[Opening THE INPUT section]

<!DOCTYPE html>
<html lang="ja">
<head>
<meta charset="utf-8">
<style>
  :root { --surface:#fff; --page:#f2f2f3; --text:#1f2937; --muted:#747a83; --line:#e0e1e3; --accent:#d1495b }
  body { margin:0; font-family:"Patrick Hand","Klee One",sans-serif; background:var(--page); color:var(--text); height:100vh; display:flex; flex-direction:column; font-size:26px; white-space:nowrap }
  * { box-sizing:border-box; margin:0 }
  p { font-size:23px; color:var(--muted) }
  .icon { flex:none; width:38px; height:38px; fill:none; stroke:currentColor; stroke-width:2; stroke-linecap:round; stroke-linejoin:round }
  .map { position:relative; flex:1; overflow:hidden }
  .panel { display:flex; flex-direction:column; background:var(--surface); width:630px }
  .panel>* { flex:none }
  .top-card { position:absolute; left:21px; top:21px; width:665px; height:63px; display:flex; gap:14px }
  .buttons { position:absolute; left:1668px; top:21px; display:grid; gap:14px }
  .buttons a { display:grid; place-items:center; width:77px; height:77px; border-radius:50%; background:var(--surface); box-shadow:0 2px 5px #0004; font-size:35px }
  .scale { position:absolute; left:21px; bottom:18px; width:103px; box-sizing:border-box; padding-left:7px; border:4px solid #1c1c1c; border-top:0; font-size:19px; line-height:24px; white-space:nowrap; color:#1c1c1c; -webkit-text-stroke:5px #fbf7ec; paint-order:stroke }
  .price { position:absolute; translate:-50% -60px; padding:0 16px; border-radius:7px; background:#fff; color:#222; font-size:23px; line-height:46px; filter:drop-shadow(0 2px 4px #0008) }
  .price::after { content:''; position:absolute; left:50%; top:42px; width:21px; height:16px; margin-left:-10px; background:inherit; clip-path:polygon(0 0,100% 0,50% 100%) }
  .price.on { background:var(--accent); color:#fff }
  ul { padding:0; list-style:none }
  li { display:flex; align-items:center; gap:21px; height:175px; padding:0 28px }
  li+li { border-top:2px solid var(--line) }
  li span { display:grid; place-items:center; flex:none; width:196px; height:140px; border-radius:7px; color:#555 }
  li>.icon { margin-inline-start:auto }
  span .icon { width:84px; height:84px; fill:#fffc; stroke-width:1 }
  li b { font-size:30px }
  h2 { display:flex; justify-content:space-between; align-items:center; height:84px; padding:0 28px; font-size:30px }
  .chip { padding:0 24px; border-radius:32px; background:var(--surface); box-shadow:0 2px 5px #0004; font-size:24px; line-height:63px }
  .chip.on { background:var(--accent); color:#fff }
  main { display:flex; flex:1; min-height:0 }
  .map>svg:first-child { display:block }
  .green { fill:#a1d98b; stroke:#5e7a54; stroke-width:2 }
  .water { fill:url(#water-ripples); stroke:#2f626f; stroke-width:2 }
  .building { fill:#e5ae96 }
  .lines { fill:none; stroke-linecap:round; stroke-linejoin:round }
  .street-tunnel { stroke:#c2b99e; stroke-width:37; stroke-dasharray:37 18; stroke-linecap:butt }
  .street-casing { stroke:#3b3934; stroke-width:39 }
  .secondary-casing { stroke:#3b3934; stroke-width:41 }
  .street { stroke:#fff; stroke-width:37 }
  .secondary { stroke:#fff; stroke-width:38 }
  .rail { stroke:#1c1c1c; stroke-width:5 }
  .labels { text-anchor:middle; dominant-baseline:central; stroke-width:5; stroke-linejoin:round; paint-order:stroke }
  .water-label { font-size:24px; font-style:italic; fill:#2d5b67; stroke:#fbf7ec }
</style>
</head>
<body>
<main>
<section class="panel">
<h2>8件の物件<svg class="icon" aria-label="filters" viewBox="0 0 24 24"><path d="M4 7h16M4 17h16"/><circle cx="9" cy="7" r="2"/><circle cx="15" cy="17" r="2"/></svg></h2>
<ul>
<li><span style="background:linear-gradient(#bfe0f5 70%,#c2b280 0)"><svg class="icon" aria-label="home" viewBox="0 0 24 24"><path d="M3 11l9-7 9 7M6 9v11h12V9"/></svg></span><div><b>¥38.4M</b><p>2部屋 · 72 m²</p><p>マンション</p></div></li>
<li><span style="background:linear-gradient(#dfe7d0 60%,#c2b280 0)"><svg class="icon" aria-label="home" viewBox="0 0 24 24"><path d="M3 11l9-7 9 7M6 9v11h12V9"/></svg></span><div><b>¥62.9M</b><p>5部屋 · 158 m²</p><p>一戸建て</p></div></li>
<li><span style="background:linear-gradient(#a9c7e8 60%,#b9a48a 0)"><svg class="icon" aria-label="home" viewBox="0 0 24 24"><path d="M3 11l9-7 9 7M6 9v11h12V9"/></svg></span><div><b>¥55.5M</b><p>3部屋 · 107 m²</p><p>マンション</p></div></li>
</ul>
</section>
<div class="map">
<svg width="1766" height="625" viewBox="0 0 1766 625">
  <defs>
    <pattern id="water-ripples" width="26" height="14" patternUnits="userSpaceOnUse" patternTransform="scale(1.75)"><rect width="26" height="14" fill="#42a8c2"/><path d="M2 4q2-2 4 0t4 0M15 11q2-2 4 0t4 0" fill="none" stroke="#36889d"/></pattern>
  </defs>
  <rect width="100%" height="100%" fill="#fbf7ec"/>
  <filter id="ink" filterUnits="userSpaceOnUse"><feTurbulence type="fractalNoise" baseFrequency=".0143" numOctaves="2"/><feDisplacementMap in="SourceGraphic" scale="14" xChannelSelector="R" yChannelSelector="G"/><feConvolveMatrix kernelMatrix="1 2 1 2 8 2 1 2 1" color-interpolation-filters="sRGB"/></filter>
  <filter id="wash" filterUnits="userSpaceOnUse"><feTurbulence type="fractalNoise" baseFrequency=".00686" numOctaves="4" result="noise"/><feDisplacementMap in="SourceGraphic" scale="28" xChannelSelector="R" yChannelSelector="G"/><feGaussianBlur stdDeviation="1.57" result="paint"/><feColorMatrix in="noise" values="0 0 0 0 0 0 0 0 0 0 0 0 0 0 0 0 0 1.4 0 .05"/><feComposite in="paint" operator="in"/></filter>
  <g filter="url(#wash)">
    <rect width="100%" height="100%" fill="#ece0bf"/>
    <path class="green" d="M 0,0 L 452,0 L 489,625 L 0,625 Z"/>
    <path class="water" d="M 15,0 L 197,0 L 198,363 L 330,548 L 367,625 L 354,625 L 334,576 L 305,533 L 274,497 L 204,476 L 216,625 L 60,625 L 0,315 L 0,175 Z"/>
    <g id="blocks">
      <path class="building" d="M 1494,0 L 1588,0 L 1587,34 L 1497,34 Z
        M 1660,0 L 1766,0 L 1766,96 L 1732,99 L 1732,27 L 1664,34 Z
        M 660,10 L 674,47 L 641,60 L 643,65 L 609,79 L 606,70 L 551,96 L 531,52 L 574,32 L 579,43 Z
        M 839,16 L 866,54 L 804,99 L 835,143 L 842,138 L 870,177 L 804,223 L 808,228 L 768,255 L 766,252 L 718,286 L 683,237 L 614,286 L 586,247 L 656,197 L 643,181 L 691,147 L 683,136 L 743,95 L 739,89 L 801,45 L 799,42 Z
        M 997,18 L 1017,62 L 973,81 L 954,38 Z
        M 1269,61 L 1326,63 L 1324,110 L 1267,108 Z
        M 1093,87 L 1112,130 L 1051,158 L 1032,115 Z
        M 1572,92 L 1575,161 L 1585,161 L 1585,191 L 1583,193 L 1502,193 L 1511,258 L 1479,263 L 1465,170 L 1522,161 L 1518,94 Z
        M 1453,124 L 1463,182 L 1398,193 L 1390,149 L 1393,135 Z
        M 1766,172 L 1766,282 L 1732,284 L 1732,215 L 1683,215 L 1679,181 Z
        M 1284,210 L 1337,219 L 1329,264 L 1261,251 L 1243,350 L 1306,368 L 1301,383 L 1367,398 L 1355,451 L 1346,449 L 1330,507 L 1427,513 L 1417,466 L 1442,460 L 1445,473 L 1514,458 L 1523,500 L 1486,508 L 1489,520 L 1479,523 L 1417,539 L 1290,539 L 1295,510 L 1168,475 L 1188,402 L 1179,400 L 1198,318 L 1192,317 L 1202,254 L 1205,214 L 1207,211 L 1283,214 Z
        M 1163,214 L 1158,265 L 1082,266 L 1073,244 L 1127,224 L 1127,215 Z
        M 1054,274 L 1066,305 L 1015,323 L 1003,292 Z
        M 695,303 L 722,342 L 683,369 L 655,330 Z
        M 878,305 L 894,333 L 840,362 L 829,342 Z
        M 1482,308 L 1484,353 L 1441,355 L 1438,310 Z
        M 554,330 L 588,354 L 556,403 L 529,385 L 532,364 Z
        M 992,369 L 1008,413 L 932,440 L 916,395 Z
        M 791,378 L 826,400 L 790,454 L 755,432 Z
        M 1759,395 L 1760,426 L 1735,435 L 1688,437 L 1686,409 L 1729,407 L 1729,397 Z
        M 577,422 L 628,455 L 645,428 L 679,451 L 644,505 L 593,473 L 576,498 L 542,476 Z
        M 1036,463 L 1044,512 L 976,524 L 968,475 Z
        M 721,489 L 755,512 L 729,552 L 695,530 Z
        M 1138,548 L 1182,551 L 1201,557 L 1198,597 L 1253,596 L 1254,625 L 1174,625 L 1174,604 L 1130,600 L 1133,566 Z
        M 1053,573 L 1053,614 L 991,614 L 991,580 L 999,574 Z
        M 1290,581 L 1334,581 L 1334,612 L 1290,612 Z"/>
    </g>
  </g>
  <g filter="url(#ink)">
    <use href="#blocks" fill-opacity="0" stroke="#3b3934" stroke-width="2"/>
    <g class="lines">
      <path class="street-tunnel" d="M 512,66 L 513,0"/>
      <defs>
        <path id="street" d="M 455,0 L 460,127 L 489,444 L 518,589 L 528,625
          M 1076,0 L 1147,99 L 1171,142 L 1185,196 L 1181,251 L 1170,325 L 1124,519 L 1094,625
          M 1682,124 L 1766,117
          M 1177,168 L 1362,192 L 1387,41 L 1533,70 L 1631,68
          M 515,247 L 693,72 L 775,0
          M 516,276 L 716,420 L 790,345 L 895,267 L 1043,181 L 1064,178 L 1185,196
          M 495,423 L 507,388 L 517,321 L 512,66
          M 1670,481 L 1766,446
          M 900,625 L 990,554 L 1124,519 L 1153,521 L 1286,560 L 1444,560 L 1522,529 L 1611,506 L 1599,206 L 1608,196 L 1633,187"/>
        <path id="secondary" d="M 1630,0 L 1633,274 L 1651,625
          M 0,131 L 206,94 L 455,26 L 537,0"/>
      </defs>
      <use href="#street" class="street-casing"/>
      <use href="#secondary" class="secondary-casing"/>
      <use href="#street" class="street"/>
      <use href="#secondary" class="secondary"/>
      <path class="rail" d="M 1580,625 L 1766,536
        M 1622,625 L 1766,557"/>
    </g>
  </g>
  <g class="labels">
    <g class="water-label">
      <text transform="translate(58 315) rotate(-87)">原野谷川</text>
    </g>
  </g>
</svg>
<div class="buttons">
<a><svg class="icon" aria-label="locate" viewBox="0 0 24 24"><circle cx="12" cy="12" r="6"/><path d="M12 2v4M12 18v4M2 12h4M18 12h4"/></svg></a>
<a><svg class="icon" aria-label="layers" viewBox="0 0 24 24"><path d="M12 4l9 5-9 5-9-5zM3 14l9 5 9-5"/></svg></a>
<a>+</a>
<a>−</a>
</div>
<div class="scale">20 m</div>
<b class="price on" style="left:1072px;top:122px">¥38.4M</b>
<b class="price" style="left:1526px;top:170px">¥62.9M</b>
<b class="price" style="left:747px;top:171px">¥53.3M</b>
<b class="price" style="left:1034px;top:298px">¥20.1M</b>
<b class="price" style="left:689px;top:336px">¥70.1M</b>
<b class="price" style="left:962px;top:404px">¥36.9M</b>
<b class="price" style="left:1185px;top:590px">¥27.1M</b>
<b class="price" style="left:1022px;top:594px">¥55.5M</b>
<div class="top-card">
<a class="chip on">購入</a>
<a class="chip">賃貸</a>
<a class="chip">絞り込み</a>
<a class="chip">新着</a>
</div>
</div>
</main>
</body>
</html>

[Closing THE INPUT section]

Isolate each line of the listing above that includes "lines". Copy it.

▶ [SOLUTION TO THIS EXERCISE]
  .lines { fill:none; stroke-linecap:round; stroke-linejoin:round }
    <g class="lines">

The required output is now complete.